Urz sat alone near the front of the House of Healing, trying not to fidget. He had done what he could—carried candles, tidied the floor, and helped set out supplies for the ritual. But in the end, Drakar had brushed him off with a grunt and sent him upstairs.
Now he was just hoping no one walked in needing anything at all.
The quiet was stretching thin.
Then something pulled at him—not his arm, not his clothes, but somewhere deeper. A lurch, sudden and invisible, like the floor had shifted beneath him.
He stood up fast, blinking. The shelves didn’t rattle. The potions on the wall didn’t even clink.
Turning towards the stairs, he immediately knew something had gone wrong.
Moving fast, he went down two steps at a time. The hallway was still. The ritual room door was open.
He froze the moment he saw what was inside.
A low, fading green glow still pulsed from the ritual circle. The air stank of scorched herbal chalk—sharp, bitter, and clinging to the back of his throat.

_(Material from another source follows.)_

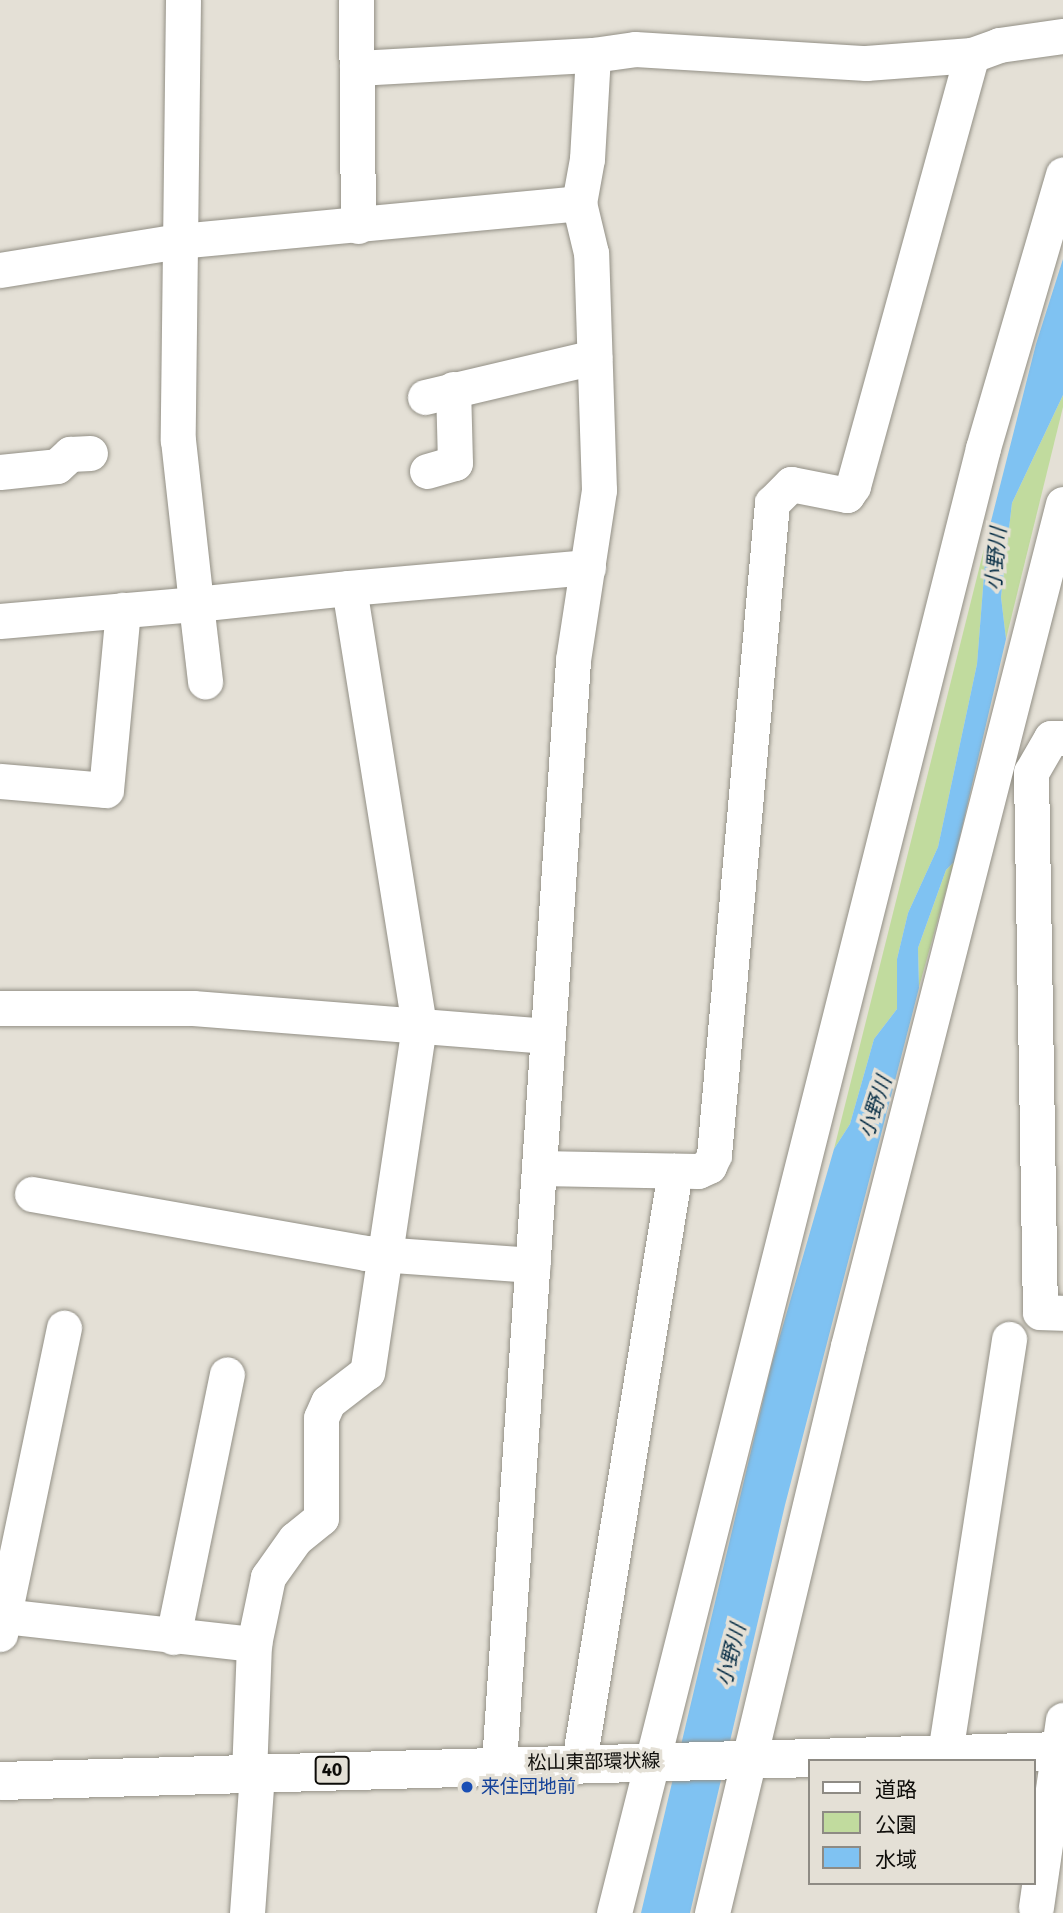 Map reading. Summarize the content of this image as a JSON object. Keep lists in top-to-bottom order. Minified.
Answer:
{"streets":{"main road":["松山東部環状線","40"]},"water":["小野川"],"places":["来住団地前"],"legend":["道路","公園","水域"]} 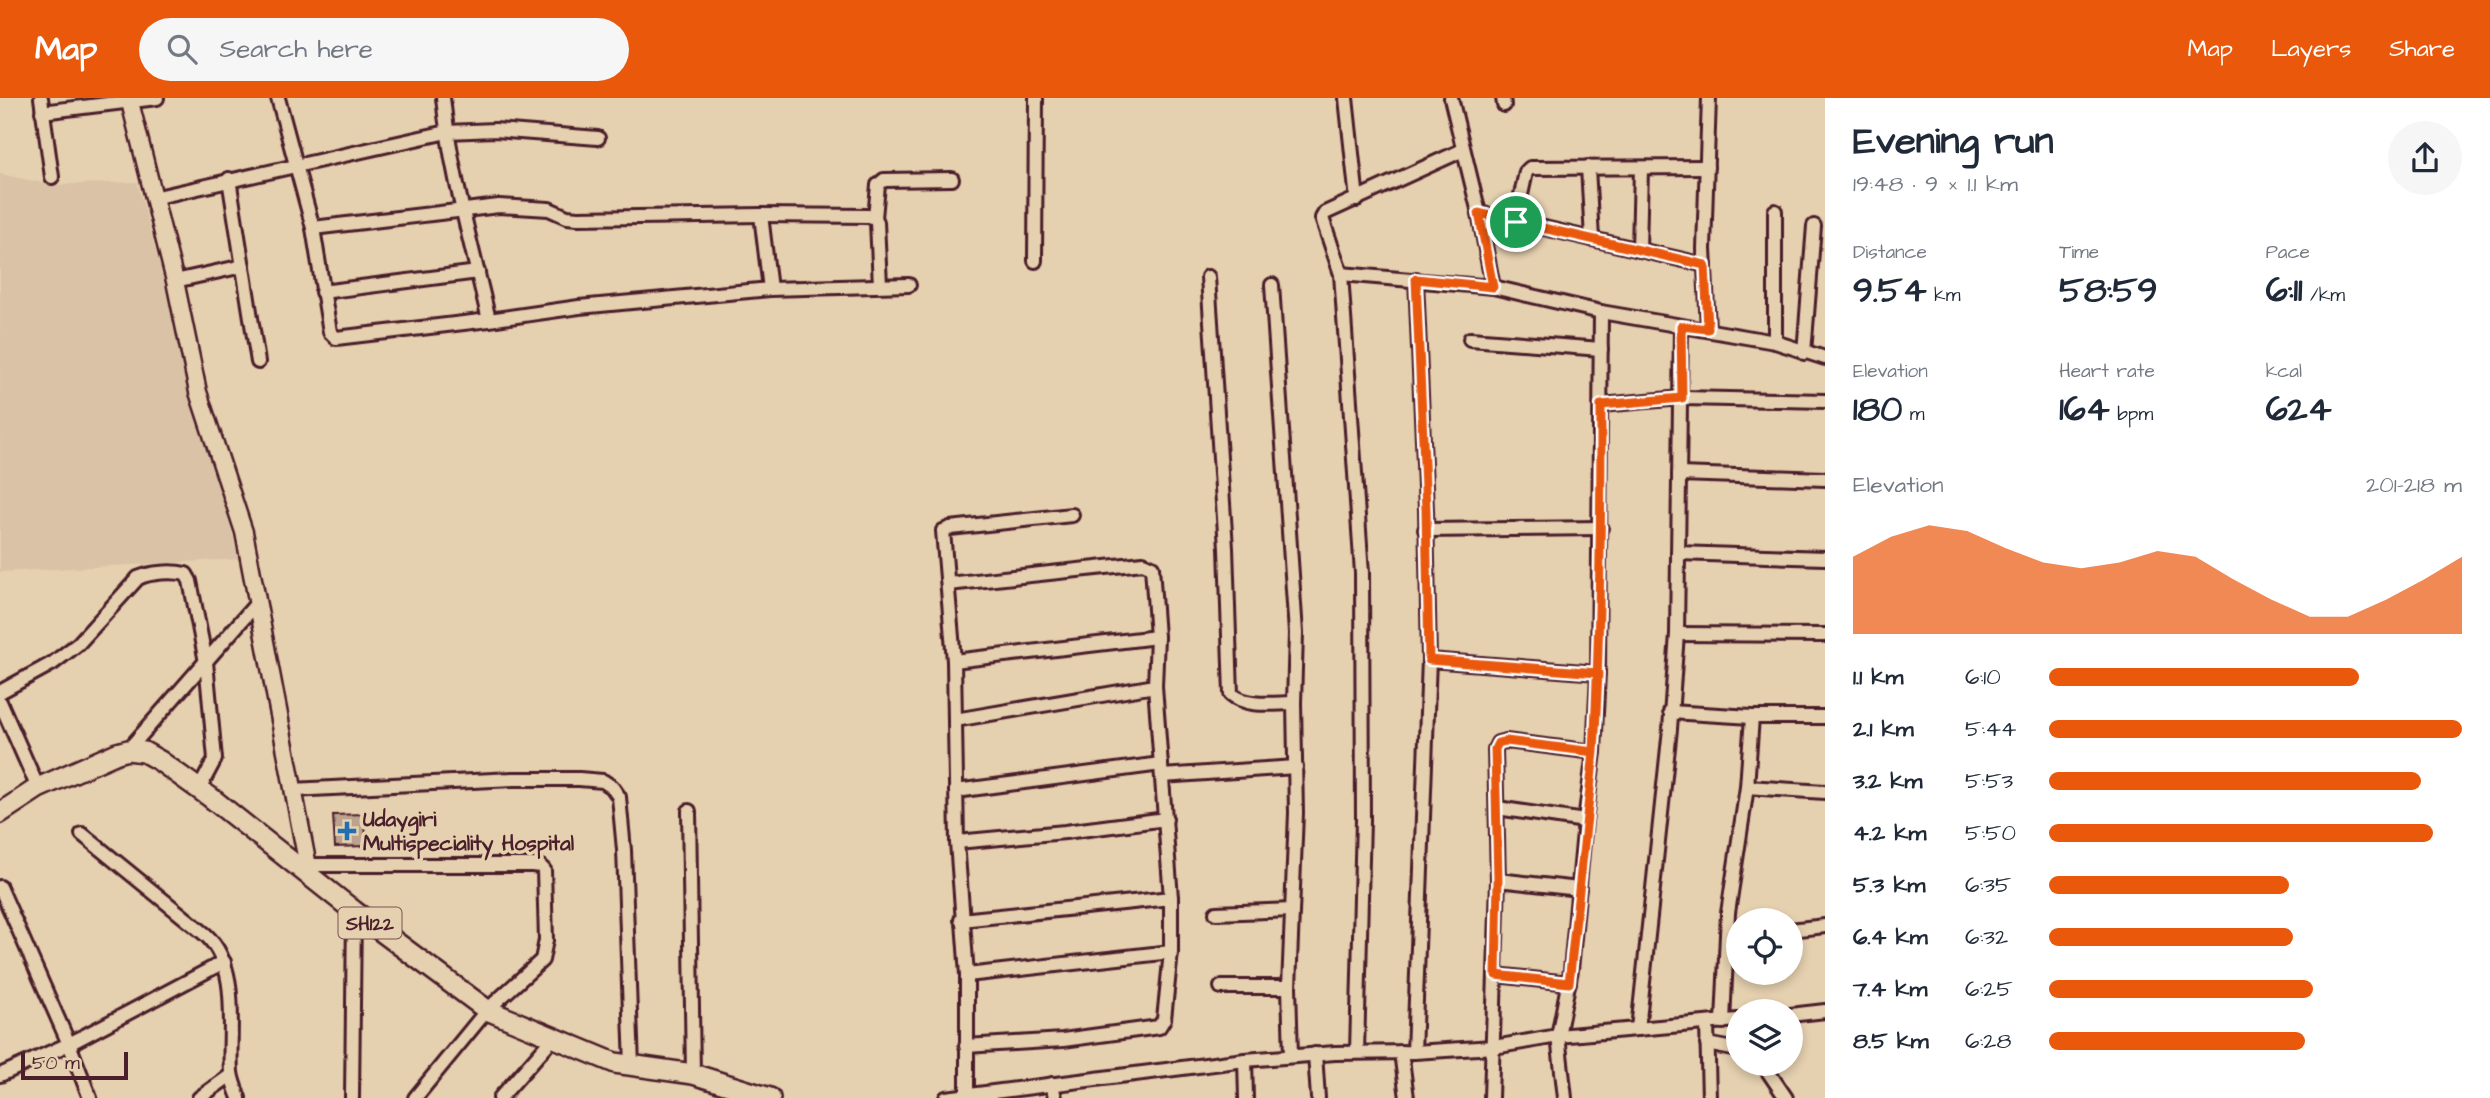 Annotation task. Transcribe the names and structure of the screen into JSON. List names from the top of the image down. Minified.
{"streets":{"main road":["SH122"]},"places":{"health":["Udaygiri Multispeciality Hospital"]},"scale_bar":"50 m","page":{"header":"Map","search":"Search here","nav":["Map","Layers","Share"],"heading":["Evening run","19:48 · 9 × 1.1 km"],"stats":[["Distance","9.54 km"],["Time","58:59"],["Pace","6:11 /km"],["Elevation","180 m"],["Heart rate","164 bpm"],["kcal","624"]],"chart":["Elevation","201–218 m"],"list":[{"name":"1.1 km","note":"6:10"},{"name":"2.1 km","note":"5:44"},{"name":"3.2 km","note":"5:53"},{"name":"4.2 km","note":"5:50"},{"name":"5.3 km","note":"6:35"},{"name":"6.4 km","note":"6:32"},{"name":"7.4 km","note":"6:25"},{"name":"8.5 km","note":"6:28"}],"scale":"50 m"}}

Dust hung in the air, stirred loose from the walls and ceiling, along with tiny fragments of stone scattered across the floor. All the orcs lay where they had stood during the ritual, collapsed and unmoving. Within seconds of entering, a wave of dizziness washed over him.
The young orc’s eyes swept across the room and found their target.
“Master!” Urz yelled and quickly sprinted toward Khurak. “Master, wake up! What happened? Are you okay?”
Khurak’s chest was moving but he did not respond.
There was a rustle from the other side of the room, followed by a pained groan.
“Urghh,” the fallen Drakar groaned
“Drakar, what happened? I felt it from upstairs, I almost fell over. Why are you all on the floor?
“On the…? Urghhh, Krunn’s Tusks!” Drakar began pulling himself up unsteadily.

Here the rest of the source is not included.